### What is being asked:
If a line includes "column", copy it out of the entries.

Stored data entries
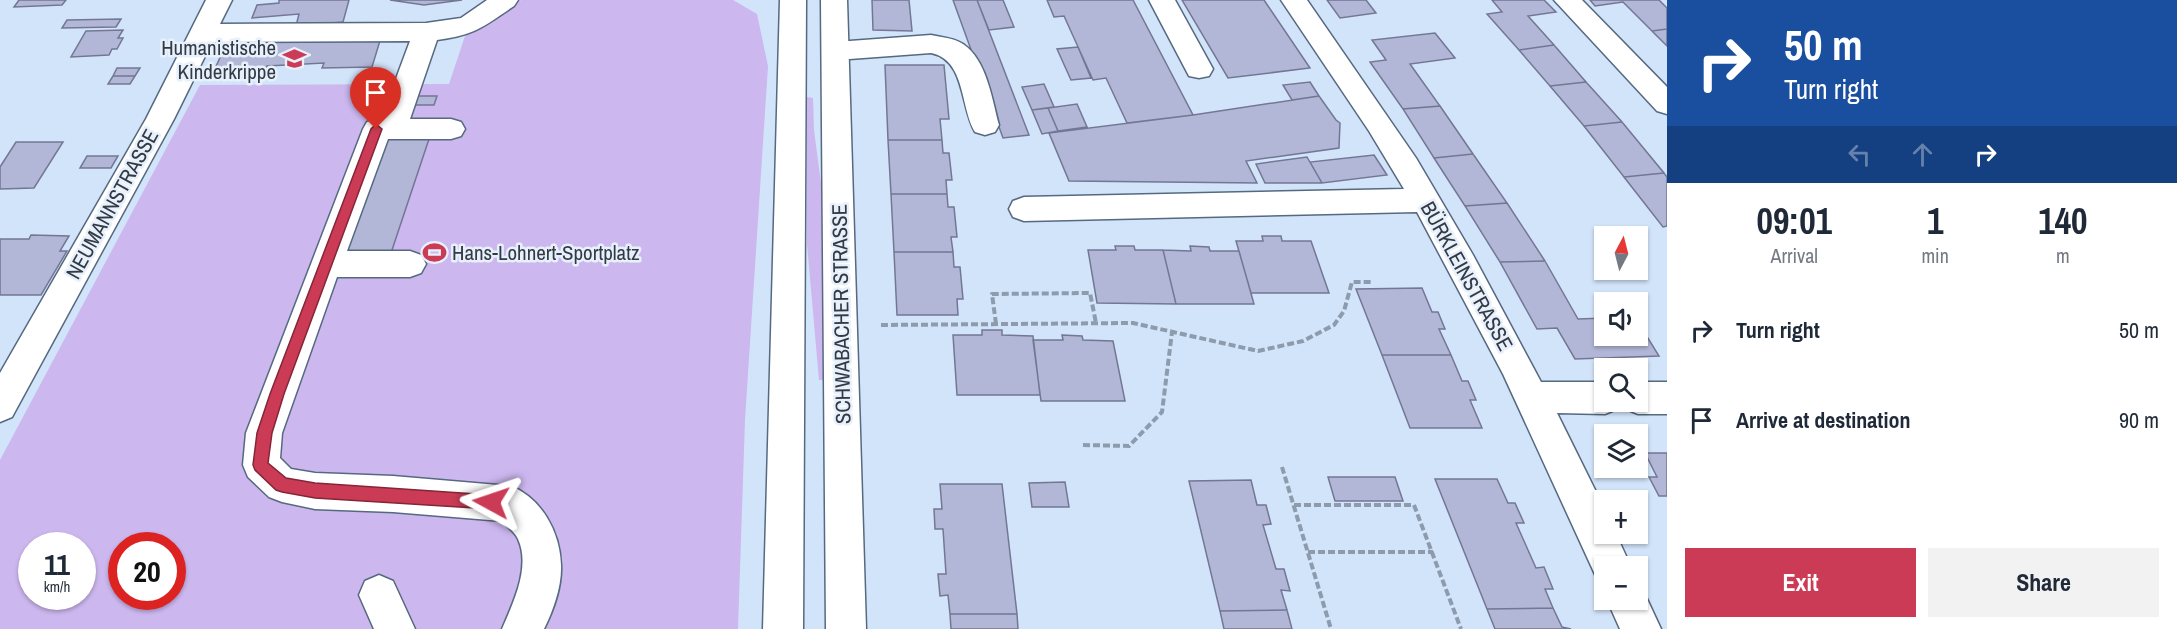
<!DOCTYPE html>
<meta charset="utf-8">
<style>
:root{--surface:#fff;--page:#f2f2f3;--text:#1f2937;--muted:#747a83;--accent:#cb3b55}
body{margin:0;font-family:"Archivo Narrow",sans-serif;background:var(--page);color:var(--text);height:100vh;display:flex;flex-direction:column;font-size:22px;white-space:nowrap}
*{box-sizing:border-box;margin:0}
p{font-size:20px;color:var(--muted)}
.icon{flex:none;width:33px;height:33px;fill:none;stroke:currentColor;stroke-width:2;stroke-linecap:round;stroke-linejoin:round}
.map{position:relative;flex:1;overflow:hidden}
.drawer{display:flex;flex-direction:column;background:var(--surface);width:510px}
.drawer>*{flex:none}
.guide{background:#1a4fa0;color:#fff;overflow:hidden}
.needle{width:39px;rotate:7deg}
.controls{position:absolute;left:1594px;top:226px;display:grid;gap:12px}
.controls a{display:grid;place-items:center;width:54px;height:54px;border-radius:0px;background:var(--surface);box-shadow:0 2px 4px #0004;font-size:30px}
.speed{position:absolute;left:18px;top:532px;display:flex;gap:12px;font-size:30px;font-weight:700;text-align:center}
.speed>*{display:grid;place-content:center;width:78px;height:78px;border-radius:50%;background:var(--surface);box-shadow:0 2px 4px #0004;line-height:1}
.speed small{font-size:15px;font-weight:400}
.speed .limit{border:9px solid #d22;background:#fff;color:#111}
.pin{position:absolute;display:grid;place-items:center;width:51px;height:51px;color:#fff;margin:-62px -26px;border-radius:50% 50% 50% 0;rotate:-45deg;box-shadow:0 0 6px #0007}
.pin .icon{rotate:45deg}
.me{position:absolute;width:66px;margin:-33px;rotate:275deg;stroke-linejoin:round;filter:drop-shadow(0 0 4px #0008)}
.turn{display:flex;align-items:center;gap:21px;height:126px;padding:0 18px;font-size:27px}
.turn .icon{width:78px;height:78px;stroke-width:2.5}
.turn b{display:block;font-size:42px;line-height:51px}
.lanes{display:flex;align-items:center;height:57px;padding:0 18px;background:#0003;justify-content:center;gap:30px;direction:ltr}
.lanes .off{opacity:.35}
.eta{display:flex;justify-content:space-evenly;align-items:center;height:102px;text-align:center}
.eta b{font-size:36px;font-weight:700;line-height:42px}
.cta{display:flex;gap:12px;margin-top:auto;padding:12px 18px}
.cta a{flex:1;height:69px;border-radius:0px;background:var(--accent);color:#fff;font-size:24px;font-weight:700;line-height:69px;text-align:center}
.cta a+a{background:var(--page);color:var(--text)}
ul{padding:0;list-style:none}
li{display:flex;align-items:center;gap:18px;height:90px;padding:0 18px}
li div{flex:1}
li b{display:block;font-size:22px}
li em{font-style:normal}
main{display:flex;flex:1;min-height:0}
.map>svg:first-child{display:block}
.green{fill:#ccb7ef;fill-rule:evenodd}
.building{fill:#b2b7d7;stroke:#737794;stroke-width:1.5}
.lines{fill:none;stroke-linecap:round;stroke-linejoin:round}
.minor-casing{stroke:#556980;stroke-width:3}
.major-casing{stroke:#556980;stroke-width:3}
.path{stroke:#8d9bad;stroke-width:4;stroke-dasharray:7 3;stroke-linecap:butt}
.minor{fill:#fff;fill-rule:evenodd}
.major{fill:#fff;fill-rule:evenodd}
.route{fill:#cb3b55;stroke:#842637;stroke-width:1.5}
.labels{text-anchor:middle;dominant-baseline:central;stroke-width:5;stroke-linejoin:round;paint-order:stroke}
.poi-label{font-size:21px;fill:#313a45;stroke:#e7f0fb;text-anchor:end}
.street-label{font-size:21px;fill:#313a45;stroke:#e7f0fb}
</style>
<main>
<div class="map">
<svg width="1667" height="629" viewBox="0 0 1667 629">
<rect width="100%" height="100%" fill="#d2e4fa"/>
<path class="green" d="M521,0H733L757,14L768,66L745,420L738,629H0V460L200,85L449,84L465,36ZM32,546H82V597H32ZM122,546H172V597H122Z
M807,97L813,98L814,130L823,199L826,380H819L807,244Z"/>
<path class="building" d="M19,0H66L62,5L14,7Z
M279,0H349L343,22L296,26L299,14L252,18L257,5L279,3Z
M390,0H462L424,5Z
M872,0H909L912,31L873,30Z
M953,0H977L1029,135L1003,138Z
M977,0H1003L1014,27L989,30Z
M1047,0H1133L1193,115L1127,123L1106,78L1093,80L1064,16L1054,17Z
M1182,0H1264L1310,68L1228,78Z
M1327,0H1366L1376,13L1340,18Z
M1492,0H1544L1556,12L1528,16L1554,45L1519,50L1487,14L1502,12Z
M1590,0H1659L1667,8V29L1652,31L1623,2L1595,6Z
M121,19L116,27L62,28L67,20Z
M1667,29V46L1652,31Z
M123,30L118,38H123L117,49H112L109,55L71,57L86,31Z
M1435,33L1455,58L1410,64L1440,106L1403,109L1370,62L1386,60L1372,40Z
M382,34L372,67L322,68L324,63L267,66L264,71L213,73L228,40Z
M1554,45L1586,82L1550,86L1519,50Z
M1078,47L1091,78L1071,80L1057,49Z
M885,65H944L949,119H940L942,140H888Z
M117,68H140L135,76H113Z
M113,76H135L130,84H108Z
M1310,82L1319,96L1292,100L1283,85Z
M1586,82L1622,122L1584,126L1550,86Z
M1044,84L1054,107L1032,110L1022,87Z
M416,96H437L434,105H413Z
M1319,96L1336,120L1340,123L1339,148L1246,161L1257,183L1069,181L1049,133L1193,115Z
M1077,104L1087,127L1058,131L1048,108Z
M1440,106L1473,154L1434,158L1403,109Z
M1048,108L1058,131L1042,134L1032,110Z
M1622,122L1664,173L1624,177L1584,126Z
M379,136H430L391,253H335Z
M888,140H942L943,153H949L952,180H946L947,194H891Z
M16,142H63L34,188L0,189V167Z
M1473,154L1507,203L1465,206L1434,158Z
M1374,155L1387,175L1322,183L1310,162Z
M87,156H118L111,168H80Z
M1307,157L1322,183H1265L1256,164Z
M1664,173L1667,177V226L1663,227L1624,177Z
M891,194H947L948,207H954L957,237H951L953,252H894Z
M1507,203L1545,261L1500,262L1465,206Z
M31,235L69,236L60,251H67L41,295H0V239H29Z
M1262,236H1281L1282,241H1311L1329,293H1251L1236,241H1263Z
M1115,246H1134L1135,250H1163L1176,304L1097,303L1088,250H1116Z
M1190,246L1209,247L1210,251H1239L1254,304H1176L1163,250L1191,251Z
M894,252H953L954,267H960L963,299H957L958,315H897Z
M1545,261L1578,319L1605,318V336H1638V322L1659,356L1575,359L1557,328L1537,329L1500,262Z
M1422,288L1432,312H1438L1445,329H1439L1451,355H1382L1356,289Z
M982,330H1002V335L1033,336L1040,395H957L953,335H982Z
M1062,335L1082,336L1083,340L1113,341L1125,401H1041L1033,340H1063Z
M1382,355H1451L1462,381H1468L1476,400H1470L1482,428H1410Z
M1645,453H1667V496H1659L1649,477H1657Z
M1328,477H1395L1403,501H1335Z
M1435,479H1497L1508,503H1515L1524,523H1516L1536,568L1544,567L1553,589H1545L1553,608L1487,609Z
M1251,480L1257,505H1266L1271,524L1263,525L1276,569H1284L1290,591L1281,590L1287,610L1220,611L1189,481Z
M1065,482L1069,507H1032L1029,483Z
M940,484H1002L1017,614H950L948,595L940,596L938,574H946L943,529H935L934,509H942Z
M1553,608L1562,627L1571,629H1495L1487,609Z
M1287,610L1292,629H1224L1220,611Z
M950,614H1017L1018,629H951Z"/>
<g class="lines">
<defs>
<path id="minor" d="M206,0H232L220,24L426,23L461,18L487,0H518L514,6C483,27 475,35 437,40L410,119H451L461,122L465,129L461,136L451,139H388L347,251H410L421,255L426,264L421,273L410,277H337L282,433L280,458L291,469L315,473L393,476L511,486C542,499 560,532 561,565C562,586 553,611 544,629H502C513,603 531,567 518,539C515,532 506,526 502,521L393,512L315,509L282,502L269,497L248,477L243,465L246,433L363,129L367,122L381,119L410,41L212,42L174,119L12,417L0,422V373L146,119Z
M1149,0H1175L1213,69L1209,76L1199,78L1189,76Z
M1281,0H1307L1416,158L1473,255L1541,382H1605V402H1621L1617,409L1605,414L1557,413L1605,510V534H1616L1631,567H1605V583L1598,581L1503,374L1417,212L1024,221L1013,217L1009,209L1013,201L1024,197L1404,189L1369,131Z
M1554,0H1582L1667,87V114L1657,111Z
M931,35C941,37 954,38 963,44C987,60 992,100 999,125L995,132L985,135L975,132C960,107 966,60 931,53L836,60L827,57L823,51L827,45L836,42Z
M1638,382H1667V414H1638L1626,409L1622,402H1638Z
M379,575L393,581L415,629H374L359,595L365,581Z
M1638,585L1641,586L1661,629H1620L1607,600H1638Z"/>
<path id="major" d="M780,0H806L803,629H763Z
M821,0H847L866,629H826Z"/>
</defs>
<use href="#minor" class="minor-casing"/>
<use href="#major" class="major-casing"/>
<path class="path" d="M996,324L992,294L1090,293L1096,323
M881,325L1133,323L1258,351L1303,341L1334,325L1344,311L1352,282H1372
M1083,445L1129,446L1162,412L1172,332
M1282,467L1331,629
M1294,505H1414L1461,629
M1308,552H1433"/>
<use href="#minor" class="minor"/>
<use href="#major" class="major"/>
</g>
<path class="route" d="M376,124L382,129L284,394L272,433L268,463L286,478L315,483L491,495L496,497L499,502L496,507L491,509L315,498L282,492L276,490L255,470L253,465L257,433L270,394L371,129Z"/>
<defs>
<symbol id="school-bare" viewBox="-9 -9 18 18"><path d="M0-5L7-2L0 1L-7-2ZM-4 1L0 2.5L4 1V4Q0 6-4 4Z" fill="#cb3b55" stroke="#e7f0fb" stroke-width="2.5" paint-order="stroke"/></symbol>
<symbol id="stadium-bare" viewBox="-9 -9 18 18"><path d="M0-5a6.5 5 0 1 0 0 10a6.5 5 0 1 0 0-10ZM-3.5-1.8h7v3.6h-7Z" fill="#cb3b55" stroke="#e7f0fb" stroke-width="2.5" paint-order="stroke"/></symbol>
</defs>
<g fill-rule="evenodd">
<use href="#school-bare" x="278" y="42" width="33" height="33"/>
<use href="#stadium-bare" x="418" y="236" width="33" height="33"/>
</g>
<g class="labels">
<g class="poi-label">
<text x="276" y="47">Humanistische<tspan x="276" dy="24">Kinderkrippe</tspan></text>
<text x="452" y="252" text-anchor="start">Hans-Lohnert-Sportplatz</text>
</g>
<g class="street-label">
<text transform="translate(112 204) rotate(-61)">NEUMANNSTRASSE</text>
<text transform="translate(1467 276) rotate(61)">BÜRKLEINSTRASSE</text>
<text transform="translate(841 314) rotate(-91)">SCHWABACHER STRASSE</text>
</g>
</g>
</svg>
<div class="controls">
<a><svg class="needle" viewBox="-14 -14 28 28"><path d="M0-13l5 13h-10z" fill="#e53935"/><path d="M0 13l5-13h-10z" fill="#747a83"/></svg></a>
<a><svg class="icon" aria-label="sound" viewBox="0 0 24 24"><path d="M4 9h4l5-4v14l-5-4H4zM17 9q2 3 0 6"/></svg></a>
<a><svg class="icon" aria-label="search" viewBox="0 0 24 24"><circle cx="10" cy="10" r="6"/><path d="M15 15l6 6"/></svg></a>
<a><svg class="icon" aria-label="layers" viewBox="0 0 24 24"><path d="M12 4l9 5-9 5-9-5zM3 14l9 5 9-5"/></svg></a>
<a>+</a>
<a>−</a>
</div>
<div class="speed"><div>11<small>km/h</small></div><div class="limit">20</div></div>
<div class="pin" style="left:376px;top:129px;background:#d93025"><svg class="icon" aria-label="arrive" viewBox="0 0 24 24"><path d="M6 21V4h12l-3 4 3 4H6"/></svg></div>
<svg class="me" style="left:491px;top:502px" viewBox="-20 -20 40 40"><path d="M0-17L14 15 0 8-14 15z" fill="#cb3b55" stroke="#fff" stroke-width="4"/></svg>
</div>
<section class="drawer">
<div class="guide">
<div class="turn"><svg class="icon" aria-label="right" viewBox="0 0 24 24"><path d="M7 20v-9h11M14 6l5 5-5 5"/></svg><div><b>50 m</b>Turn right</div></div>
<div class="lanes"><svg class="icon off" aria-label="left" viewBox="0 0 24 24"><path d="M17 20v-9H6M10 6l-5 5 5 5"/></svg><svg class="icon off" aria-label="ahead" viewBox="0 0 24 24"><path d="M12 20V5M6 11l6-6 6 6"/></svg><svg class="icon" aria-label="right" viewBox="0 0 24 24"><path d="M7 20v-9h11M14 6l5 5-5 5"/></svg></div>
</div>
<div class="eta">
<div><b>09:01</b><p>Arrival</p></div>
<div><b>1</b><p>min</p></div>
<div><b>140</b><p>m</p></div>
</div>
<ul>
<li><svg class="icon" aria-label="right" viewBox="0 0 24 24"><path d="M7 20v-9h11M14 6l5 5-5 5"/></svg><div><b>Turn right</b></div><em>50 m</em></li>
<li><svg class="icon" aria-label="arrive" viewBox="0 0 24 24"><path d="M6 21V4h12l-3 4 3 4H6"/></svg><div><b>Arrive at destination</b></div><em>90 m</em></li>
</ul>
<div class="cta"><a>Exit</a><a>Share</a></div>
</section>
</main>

### Result below:
body{margin:0;font-family:"Archivo Narrow",sans-serif;background:var(--page);color:var(--text);height:100vh;display:flex;flex-direction:column;font-size:22px;white-space:nowrap}
.drawer{display:flex;flex-direction:column;background:var(--surface);width:510px}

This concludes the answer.